Records supplied »
++++

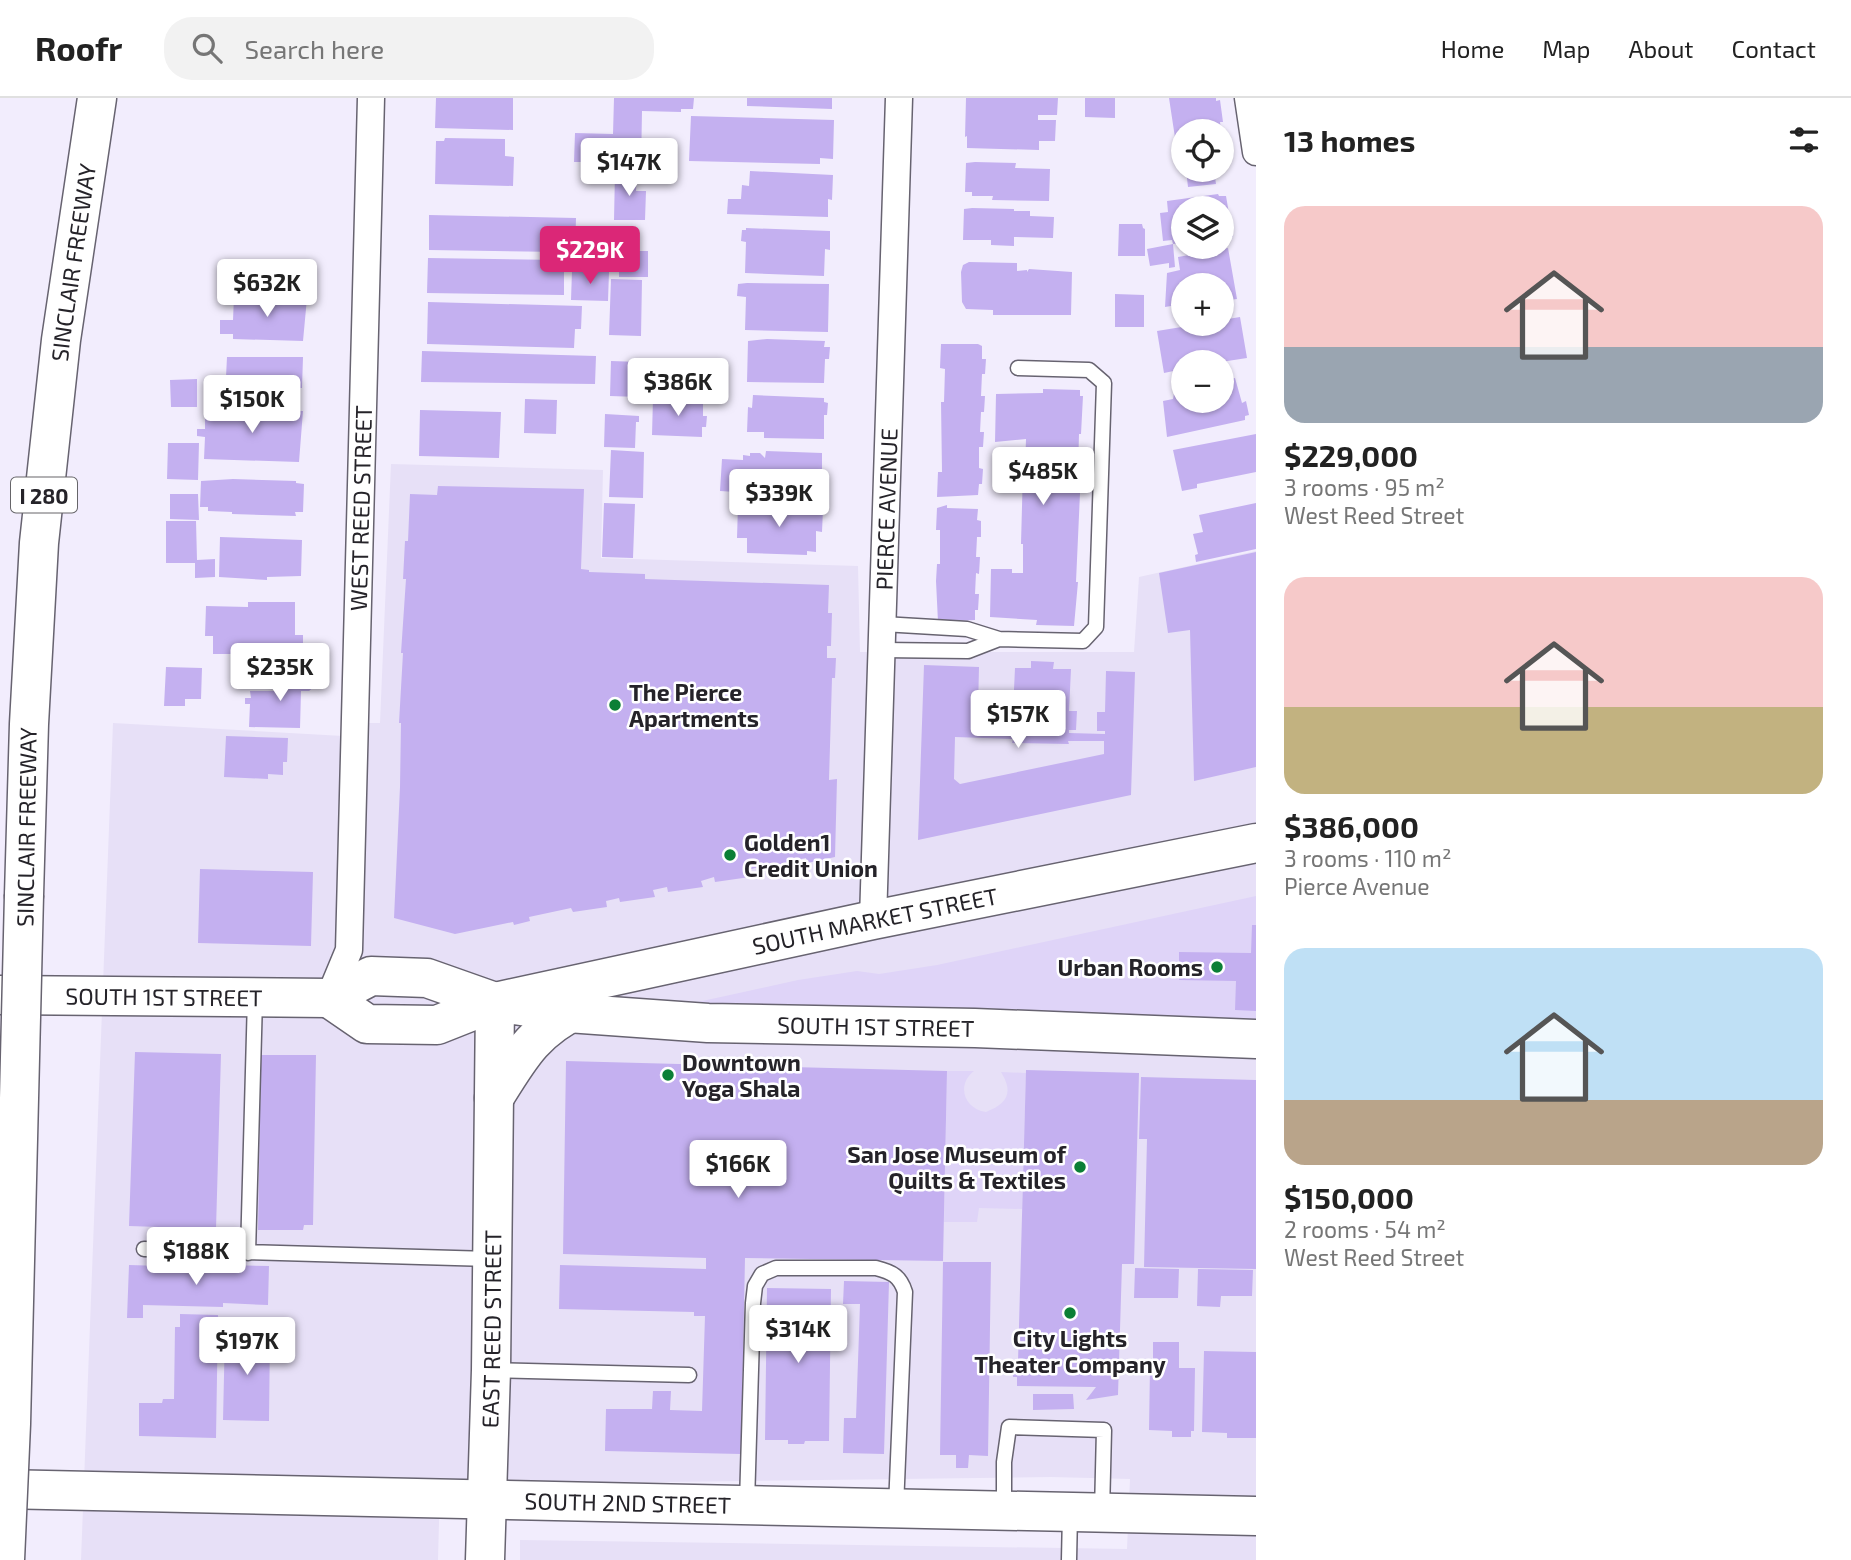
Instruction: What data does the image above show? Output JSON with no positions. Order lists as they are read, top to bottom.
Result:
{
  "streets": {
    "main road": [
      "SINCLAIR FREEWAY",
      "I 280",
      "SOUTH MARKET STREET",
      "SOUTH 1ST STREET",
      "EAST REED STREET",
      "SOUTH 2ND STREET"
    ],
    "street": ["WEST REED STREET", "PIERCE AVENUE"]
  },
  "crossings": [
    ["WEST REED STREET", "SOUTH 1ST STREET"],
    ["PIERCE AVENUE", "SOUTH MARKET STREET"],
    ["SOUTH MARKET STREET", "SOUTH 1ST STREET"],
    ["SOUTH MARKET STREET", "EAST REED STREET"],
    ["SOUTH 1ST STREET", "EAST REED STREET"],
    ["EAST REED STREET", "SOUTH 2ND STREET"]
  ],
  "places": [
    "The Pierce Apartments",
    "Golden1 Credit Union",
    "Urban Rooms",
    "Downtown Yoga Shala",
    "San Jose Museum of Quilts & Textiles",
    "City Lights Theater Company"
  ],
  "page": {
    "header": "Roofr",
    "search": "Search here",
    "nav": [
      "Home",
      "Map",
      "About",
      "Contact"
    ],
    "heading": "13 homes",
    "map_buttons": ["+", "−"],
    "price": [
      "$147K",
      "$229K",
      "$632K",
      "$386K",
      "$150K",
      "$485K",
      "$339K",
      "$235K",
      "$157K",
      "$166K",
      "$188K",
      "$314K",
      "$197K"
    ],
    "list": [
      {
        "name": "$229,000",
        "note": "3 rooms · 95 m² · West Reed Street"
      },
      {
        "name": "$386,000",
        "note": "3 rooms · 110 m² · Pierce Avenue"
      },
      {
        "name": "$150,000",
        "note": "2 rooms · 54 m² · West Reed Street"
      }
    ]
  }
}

++++

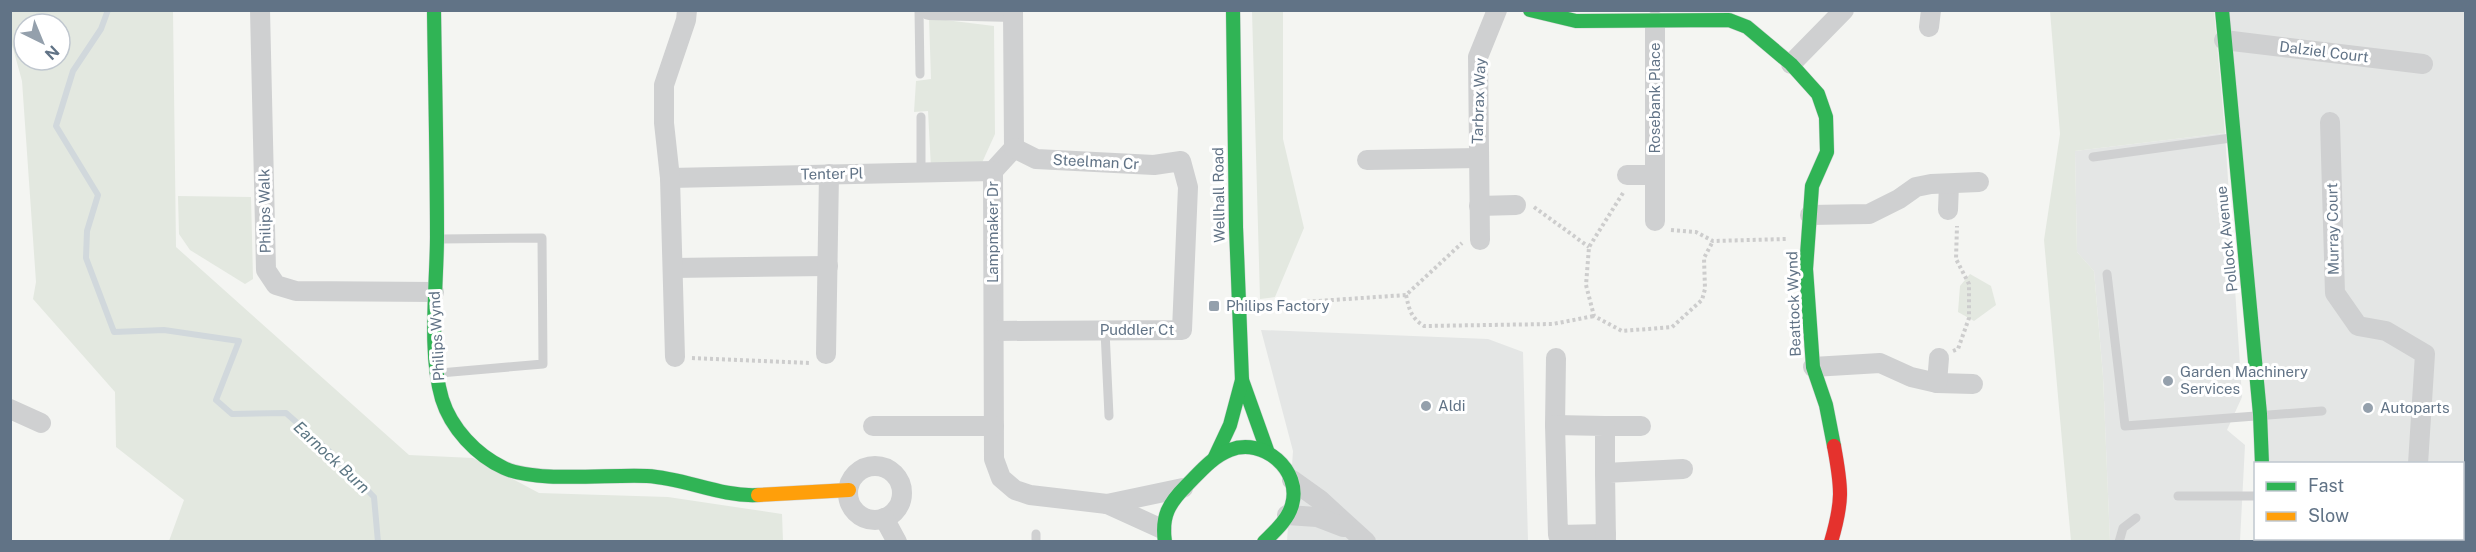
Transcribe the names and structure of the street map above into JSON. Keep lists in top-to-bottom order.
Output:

++++

Aim of the task »
Whenever a line in the entries above includes the word "Output", pull that line out.

Solved exercise »
Instruction: What data does the image above show? Output JSON with no positions. Order lists as they are read, top to bottom.
Output:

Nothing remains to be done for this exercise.